The weaknesses in the present study include a lack of imaging studies that assess chondral and osseous conditions on long-term follow-up. Some preoperative imaging was also missing. As a result, we could not define the defect characteristics and physeal state in all patients. Furthermore, the intraoperative characteristics of stable/unstable and salvageable/unsalvageable osteochondral lesions are lacking due to data unavailability.
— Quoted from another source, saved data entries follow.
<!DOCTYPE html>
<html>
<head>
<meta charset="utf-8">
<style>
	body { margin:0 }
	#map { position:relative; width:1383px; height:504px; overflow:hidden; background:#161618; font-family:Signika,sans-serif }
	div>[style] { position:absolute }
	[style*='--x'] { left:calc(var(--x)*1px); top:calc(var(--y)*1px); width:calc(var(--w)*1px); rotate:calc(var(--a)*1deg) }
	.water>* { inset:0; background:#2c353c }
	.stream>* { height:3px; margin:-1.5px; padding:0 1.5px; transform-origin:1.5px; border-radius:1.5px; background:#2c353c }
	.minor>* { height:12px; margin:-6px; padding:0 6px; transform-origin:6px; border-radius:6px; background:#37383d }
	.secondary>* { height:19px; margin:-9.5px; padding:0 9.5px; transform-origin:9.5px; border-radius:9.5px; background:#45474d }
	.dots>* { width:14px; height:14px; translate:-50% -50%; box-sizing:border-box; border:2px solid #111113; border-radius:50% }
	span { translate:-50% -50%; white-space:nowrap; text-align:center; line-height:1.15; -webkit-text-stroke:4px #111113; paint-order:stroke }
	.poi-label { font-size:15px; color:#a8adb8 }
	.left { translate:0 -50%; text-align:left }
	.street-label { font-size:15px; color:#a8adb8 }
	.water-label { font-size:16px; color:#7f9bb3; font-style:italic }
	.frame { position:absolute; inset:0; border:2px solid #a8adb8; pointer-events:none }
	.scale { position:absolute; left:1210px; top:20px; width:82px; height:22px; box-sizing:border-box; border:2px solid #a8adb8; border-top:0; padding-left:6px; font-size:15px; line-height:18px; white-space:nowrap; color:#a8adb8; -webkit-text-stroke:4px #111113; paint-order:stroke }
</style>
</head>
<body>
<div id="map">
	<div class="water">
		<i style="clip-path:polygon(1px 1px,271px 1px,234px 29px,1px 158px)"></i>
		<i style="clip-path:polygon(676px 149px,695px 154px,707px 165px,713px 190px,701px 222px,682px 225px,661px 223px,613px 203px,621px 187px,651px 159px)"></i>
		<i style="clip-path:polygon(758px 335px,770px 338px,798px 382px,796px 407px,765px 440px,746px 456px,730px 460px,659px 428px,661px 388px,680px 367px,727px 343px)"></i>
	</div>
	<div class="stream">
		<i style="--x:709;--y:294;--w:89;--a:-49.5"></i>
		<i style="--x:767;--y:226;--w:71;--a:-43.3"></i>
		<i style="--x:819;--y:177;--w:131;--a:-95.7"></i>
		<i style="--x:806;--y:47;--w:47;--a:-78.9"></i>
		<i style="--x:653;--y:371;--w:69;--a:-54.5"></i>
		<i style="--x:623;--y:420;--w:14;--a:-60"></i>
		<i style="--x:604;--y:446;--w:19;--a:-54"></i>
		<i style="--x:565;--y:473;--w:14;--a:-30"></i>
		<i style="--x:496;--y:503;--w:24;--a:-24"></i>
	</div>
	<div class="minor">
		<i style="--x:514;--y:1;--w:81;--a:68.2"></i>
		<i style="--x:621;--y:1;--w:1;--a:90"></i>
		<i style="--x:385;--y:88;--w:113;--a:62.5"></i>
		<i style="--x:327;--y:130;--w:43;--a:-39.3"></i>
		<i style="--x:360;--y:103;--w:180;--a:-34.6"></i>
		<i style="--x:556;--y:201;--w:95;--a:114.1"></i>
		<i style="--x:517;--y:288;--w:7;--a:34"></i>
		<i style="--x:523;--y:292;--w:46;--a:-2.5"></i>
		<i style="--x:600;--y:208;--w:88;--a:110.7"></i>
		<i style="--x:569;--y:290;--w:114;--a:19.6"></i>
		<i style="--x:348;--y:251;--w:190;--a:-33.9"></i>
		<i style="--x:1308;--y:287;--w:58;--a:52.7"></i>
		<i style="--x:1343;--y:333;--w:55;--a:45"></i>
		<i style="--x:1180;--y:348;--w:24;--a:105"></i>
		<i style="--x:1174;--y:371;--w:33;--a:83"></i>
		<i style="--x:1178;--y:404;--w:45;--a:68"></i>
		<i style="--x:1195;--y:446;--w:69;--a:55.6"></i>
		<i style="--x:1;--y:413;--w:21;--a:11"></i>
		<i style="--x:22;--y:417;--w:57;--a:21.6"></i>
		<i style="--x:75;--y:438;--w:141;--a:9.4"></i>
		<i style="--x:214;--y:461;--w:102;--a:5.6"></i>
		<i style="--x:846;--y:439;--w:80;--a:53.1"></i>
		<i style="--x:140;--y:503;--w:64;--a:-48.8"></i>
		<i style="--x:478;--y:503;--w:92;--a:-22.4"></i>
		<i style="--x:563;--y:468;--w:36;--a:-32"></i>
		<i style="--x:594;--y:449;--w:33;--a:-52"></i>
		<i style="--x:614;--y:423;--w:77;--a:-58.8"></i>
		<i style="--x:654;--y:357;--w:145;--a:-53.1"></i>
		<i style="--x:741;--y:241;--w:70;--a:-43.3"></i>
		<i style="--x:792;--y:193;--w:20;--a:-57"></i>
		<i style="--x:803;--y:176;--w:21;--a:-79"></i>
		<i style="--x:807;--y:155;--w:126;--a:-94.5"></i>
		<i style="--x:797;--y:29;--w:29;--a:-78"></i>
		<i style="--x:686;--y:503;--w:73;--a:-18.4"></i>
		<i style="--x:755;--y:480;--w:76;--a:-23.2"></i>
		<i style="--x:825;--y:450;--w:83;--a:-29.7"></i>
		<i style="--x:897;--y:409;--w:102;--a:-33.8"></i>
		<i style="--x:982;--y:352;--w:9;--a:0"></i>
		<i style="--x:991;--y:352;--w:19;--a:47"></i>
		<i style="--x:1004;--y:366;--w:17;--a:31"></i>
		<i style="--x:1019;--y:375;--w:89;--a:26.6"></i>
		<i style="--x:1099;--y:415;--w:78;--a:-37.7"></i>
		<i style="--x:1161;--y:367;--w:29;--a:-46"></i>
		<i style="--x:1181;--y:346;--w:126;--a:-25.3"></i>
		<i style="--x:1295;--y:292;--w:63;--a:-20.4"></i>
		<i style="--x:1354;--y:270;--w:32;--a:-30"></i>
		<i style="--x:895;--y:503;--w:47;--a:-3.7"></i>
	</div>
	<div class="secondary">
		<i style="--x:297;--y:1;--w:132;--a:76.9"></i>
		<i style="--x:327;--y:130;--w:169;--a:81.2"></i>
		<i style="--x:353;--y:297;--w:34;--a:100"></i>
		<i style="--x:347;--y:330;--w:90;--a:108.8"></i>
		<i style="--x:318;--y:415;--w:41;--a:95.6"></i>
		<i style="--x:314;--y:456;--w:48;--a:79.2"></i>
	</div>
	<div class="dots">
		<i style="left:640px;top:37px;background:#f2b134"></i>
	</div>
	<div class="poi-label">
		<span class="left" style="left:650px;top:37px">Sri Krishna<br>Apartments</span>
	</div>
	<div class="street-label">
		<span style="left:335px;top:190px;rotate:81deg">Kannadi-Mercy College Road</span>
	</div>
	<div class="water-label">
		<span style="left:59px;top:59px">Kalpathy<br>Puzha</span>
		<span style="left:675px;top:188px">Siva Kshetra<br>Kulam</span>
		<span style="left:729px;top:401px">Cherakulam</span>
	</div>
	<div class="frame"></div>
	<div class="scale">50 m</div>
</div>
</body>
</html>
This could have been an interesting addition. Regarding our cohort, six patients were lost to follow-up since they did not respond. It is unclear how these patients are doing or if they even received revision surgery in another institute. Our patients were treated using various interventions. In a few cases, we could not pinpoint the exact surgery that was carried out. A statement regarding the superiority of one surgical intervention over the other is thus weakened.

6. Conclusions

All therapy methods examined, whether revascularizing or reconstructive, achieved good to very good results with a high athletic level on the long-term, even when performing knee-straining sports. Individual treatment options should be stage-dependent. Nevertheless, refixation of osteochondral fragments should be preferred, if possible. A gradual improvement is likely and can also be expected from mid to long-term periods following surgery. The depth of the defect and the condition of the physes are relevant prognostic factors.